Atatürk doğayı çok sevdiği gibi ağaçlandırmaya da önem veren
bir insandı. Atatürk’ün doğa sevgisi, babasının ölümünden sonra annesi ve
kardeşiyle beraber Selanik yakınlarındaki dayısının çiftliğine yerleşmesi ile
başlamıştır. Atatürk burada kazandığı bitki ve hayvan sevgisinin etkileri
yaşamının ilerleyen bölümlerinde artarak devam etmiştir.
Atatürk’ün doğayı ve ağacı sevmesinin en belirgin
örneklerinden bir tanesi Ankara’da bulunan Atatürk Orman Çiftliği’dir. Atatürk
1915 yılında kendi aylığını kurarak çiftliğin bugünkü yerini satın almıştır.
Ortasından demiryolu geçen bataklık arazi, Atatürk’ün diktirdiği ağaçlar ve
planladığı çalışmalar ile bugünkü halini almıştır.

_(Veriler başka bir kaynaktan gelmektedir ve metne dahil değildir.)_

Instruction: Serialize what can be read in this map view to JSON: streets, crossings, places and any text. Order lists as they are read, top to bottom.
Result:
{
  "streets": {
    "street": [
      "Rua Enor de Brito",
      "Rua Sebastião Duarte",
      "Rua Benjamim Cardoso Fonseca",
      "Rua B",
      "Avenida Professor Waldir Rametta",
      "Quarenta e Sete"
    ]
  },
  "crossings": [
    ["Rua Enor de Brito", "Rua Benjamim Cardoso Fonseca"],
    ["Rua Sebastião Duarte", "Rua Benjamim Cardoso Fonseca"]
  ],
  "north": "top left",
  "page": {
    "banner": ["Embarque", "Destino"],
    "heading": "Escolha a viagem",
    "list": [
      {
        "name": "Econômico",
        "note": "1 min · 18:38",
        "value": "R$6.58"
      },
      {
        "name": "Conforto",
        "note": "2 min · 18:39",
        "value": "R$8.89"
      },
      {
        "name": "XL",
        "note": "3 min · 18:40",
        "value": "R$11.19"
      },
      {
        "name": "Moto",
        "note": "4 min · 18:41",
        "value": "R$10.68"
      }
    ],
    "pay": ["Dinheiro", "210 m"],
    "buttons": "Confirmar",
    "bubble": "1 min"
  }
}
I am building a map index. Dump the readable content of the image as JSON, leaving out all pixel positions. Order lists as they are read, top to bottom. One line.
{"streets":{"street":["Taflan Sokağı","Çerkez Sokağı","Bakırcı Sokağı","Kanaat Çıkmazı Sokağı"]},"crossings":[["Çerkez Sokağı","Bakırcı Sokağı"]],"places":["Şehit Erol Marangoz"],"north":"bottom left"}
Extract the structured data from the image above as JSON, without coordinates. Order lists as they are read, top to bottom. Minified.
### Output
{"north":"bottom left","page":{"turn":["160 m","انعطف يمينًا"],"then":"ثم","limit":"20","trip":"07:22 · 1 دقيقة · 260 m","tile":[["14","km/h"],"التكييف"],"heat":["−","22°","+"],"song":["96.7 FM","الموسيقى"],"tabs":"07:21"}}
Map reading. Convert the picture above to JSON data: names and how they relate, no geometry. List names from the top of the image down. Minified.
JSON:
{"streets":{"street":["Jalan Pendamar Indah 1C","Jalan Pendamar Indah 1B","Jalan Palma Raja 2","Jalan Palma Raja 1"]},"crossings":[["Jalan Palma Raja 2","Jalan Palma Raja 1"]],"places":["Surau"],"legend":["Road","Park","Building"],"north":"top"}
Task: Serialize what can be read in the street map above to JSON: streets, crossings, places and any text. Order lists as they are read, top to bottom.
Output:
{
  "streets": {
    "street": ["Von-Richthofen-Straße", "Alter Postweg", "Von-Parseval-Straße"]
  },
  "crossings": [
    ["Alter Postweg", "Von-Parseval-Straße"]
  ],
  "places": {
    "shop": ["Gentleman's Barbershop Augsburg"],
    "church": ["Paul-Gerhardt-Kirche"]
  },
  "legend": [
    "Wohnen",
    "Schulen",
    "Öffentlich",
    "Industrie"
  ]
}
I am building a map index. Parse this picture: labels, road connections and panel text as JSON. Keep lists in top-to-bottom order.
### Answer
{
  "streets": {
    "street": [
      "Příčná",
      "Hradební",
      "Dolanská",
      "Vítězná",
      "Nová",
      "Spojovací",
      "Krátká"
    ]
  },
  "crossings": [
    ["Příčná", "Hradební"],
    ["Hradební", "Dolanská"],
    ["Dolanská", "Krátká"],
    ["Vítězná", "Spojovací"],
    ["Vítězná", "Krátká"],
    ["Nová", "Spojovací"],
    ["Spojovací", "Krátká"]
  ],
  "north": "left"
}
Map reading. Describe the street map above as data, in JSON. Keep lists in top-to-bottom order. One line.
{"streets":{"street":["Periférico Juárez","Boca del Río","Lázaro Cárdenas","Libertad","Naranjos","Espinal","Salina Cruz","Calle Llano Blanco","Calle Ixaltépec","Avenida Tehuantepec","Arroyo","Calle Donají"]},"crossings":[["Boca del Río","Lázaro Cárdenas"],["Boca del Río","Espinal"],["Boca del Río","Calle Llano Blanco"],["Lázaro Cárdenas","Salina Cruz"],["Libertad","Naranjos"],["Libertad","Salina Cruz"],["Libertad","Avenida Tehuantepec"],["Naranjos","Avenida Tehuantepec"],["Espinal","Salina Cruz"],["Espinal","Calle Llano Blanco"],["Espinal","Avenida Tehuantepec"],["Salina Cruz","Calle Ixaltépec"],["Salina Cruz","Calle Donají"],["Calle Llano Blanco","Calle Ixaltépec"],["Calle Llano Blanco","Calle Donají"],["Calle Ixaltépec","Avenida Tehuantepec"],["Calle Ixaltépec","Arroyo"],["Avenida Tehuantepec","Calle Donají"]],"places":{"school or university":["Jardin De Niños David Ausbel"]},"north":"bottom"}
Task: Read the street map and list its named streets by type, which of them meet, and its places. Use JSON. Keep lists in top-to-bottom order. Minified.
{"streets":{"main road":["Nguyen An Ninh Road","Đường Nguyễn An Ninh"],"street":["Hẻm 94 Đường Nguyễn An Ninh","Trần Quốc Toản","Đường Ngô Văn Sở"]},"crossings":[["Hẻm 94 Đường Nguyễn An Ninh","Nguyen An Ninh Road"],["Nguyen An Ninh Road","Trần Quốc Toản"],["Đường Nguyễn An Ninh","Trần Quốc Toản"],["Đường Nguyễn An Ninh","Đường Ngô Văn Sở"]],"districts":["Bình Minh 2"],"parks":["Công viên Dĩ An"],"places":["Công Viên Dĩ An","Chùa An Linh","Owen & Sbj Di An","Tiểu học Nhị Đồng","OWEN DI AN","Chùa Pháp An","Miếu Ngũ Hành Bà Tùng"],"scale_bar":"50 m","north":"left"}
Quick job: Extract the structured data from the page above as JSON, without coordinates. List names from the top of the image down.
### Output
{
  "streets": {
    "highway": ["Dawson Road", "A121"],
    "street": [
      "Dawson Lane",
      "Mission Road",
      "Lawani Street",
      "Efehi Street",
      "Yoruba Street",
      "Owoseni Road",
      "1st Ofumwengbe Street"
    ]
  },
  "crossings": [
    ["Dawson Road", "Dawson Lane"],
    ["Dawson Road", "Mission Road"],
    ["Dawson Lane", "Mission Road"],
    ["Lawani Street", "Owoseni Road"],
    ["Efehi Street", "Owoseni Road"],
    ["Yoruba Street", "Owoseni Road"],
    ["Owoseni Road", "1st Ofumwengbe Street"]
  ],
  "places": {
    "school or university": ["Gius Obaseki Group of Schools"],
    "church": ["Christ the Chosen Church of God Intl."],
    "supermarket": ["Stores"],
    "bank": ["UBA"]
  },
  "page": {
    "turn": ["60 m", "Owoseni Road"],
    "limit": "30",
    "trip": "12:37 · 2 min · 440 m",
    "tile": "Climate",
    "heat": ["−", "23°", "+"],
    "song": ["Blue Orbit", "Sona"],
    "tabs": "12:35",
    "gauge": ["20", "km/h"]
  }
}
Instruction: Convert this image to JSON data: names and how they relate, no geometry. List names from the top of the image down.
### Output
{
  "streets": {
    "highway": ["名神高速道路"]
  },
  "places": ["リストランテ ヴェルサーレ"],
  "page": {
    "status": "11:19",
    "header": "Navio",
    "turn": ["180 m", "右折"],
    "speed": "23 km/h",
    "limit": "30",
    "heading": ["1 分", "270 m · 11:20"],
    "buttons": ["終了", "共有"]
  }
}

Atatürk’ün doğa ve ağaç sevgisi Ankara ile sınırlı değildir tabiî
ki. “ Bu vatan, çocuklarımız ve torunlarımız için cennet yapılmaya değer”
sözüyle doğaya ne kadar önem verdiğini vurgulamıştır. Atatürk’ün en önemli
amaçlarından bir tanesi tüm ülkeyi ağaçlandırmak ve yeşillendirmek olmuştur.
İşte Atatürk’ün doğa
sevgisini anlatan güzel bir hikâye;
Atatürk bir gün Yalova’daki çiftliğe gittiğinde, Köşk'ün hemen yanındaki çınar ağacının dallarını kesmeye çalışan bir bahçıvana rastlar. Hemen bahçıvanı yanına çağırarak bunun nedenini sorar.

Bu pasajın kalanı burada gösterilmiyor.